Лев Кириллович сочувственно поглядел на князя-кесаря:

– Я бы первый в ослопья их взял, окаянных, да что сотворишь, коли нет на то государевой воли!

Он развёл руками и тяжко вздохнул.

– А там Господь его ведает. Может, и впрямь лучше как-нибудь миром покончить, чтоб не дразнить смердов восставших?

Отведя душу таким потоком забористой брани, от которой кони пали бы с ног, Ромодановский залпом опорожнил флягу вина и плюнул в сторону Льва Кирилловича:

– А ну вас всех!.. Делайте чего хотите, а я не споручник вам… для милования с мятежниками…
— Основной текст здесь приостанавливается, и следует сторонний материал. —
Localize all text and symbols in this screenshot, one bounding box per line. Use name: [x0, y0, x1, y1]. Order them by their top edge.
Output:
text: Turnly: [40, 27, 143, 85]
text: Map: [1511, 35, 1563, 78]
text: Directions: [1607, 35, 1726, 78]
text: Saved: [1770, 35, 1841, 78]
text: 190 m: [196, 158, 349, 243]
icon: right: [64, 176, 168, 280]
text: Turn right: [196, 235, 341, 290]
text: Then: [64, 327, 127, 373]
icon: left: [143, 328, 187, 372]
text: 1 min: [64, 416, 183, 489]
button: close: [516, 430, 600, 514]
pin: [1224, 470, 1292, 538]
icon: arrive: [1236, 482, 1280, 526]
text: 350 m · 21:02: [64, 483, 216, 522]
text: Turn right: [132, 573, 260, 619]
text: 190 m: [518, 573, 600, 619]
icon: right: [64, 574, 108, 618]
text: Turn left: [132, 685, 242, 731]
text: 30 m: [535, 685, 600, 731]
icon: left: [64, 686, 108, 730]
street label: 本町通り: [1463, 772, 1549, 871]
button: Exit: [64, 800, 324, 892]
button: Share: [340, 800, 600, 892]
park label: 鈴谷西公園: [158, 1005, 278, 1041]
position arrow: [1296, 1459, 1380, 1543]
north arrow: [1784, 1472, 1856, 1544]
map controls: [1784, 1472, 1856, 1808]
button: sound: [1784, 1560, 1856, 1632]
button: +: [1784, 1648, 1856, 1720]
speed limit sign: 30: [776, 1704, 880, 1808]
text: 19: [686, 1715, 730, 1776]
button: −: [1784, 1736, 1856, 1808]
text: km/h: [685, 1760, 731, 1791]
И твёрдым шагом ушёл с поста.

Для переговоров с беглецами был отправлен Борис Алексеевич Голицын.

Вся московская знать укрылась в Кремле. По улицам растерянно сновали дозоры. Народ валил толпами встречать гостей. Староверы служили на площадях торжественные молебствования.
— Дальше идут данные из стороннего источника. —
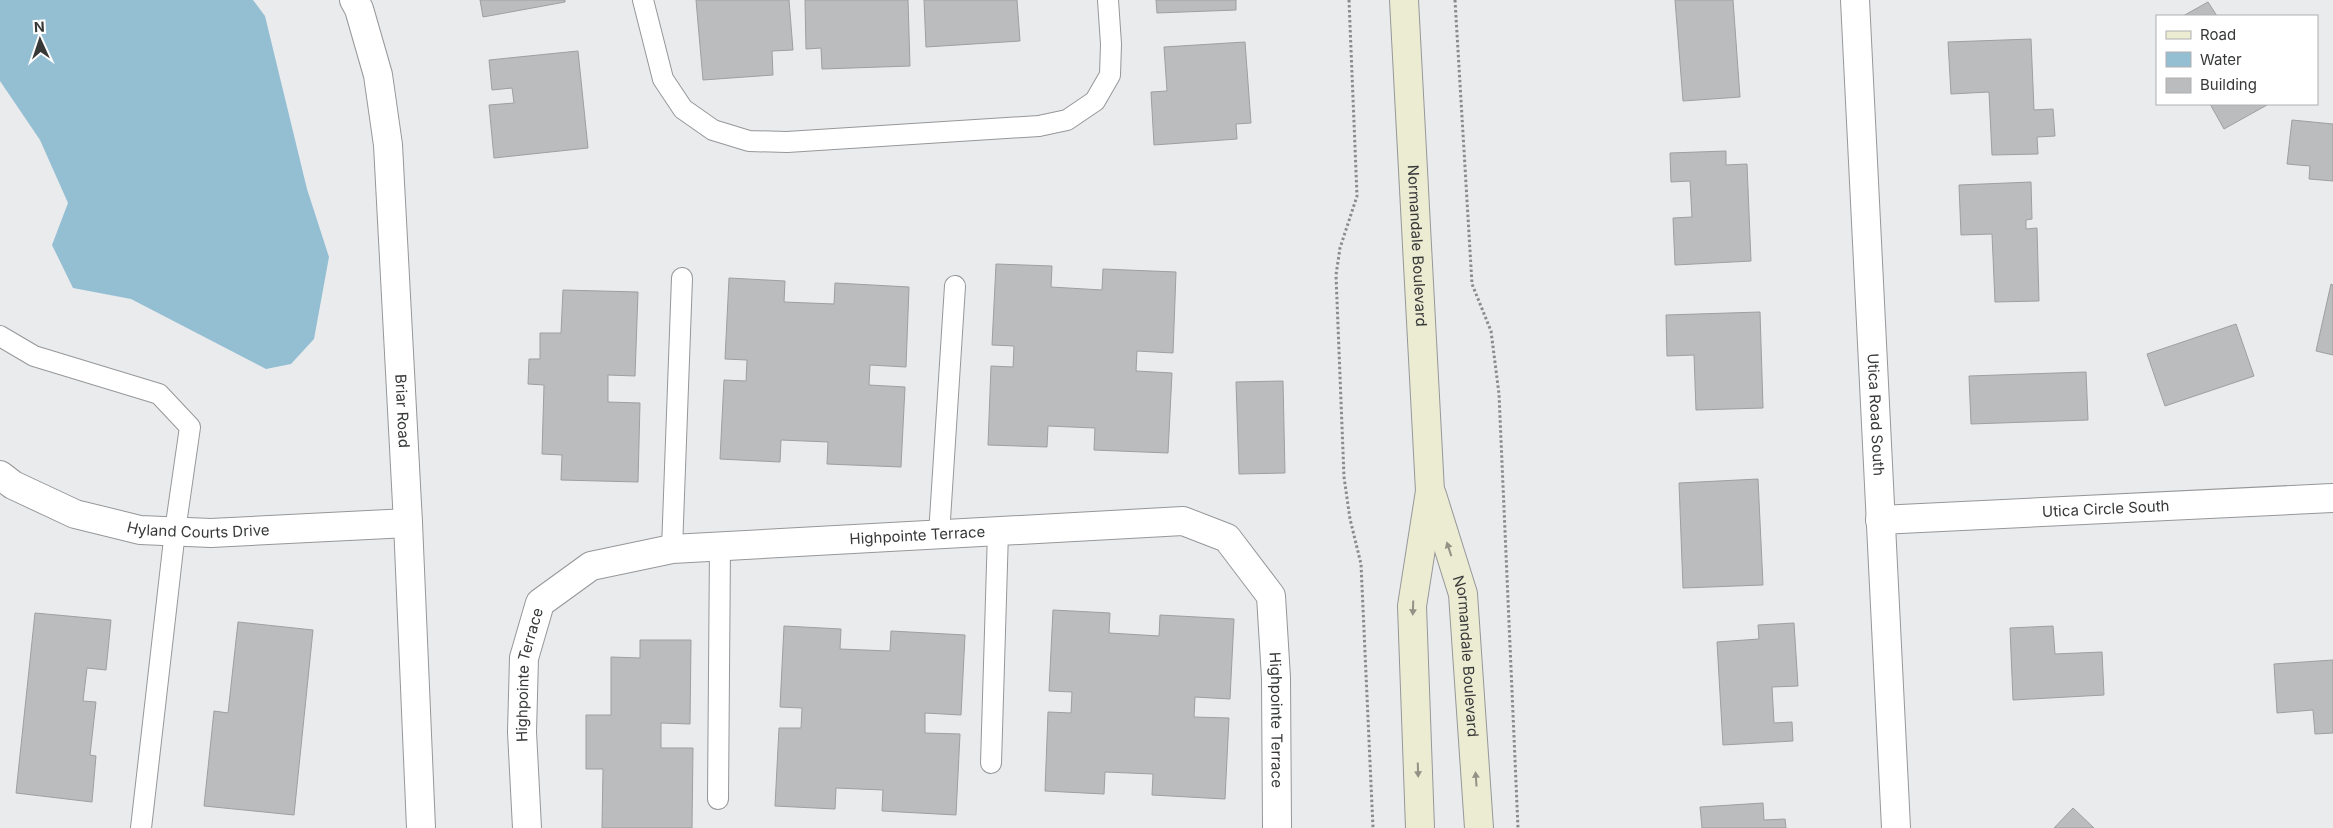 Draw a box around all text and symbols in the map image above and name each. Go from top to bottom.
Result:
north arrow [15,15,65,65]
legend [2156,15,2318,105]
text: N [34,18,45,35]
text: Road [2200,25,2236,44]
text: Water [2200,50,2242,69]
text: Building [2200,75,2257,94]
street label: Normandale Boulevard [1404,164,1431,327]
street label: Utica Road South [1863,353,1889,476]
street label: Briar Road [391,374,414,448]
street label: Utica Circle South [2042,496,2170,521]
street label: Hyland Courts Drive [125,517,270,542]
street label: Highpointe Terrace [849,522,986,548]
one-way arrow [1445,542,1452,557]
street label: Normandale Boulevard [1449,573,1483,738]
one-way arrow [1408,600,1416,616]
street label: Highpointe Terrace [512,605,547,743]
street label: Highpointe Terrace [1265,651,1287,788]
one-way arrow [1414,763,1422,779]
one-way arrow [1471,771,1479,787]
– Радуйтесь и веселитесь! – трещали на всех перекрёстках «пророки». – Не стало бо ныне царя за морем.

К Немецкой слободе с песнями и улюлюканьем катилась лавина людишек.

– Пожечь Кукуй! Вырезать басурманов!

Царёвы солдаты молчали, сумрачно следили за толпами, не смели остановить их.
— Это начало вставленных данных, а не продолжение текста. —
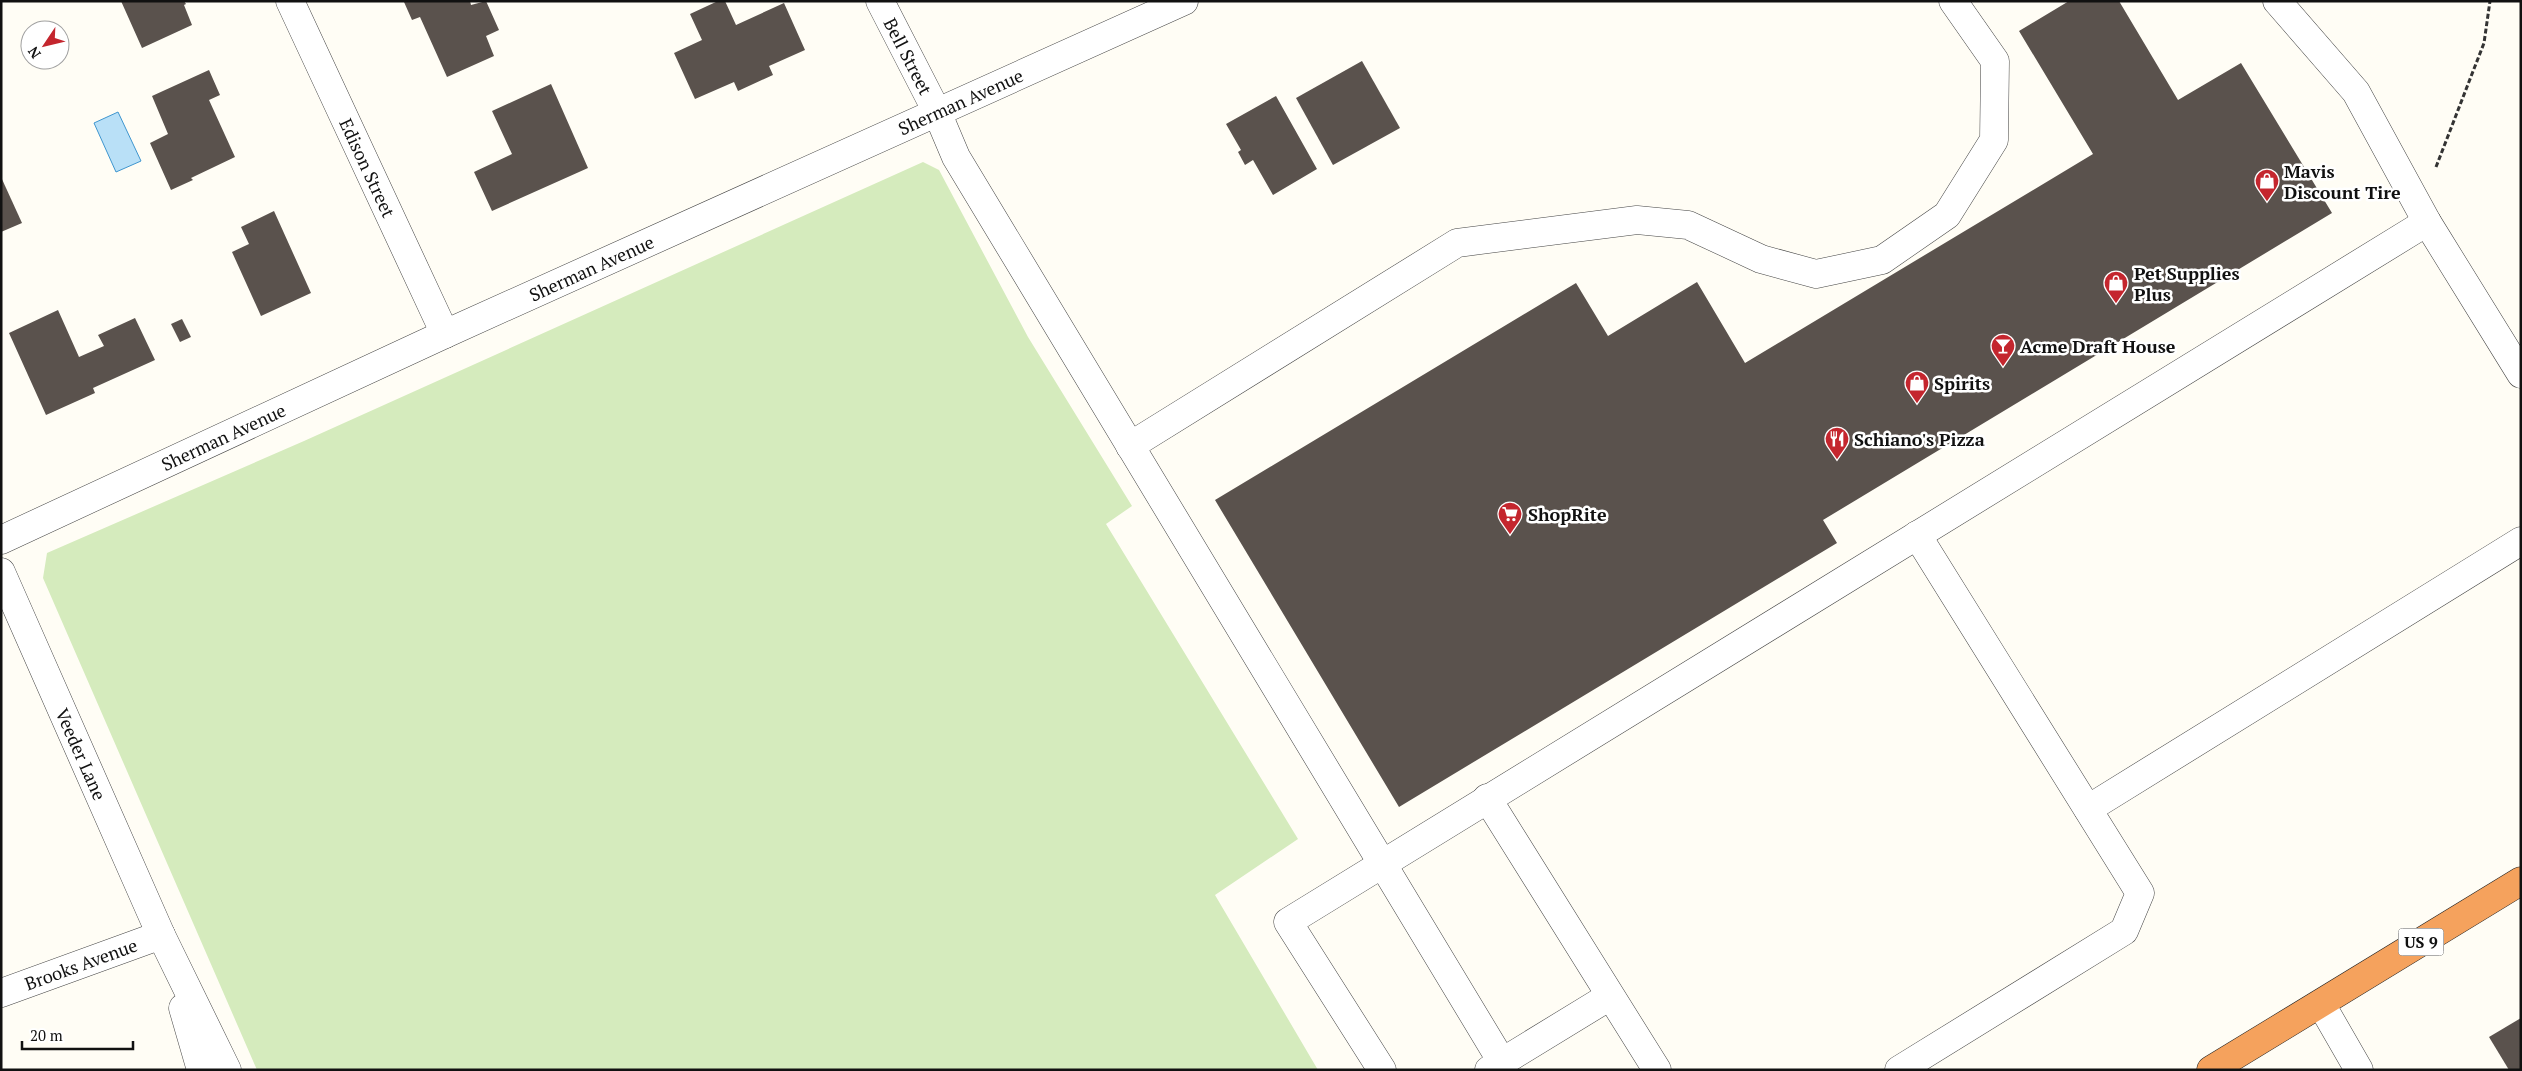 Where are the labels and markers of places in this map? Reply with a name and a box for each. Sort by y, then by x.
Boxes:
place label: Mavis Discount Tire [2284,159,2401,204]
shop icon: Mavis Discount Tire [2254,168,2280,202]
place label: Pet Supplies Plus [2134,261,2240,306]
shop icon: Pet Supplies Plus [2103,270,2129,304]
bar icon: Acme Draft House [1990,333,2016,367]
place label: Acme Draft House [2020,334,2176,358]
shop icon: Spirits [1904,370,1930,404]
place label: Spirits [1934,371,1990,395]
restaurant icon: Schiano's Pizza [1824,426,1850,460]
place label: Schiano's Pizza [1854,427,1985,451]
supermarket icon: ShopRite [1497,501,1523,535]
place label: ShopRite [1528,502,1607,526]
Беглецы упрямо шагали к Кремлю, хотя наперёд знали, что ни в чём не договорятся с вельможами. Но это не беспокоило их. Не за тем рискнули они явиться на Москву, чтобы выпросить милостей для себя и стрелецких полков. Их радовало, наполняло сердца гордым счастьем то, что они на Москве, что идут окружённые ликующими толпами убогих людишек, а солдаты царёвы бродят по улицам растерянным стадом.

Ещё утром у околицы Фома напомнил товарищам, какой подвиг берут они на себя, отваживаясь войти в столицу.

– Памятуйте, брателки, статься может, встренут вас лиходеи пушками да фузеями. Покель не поздно, пообмыслите добро, не гораздей ли вам назад обернуться?

– А ты обернёшься? – в один голос спросили стрельцы.

– Пойду. Мёртвый, а в Кремль проберусь, прознаю ужо, страшатся ли вельможи восставших, а либо на силы свои надёжу имут.

И беглецы пошли за ним.

– Затем мы сюда и присланы, атаман. А с чем пришли от полков, то и выполним.

…Голицын приложил всю свою хитрость, чтобы уговорить беглецов вернуться в полки.

Но Фома только ухмылялся в бороду и отрицательно потряхивал головой.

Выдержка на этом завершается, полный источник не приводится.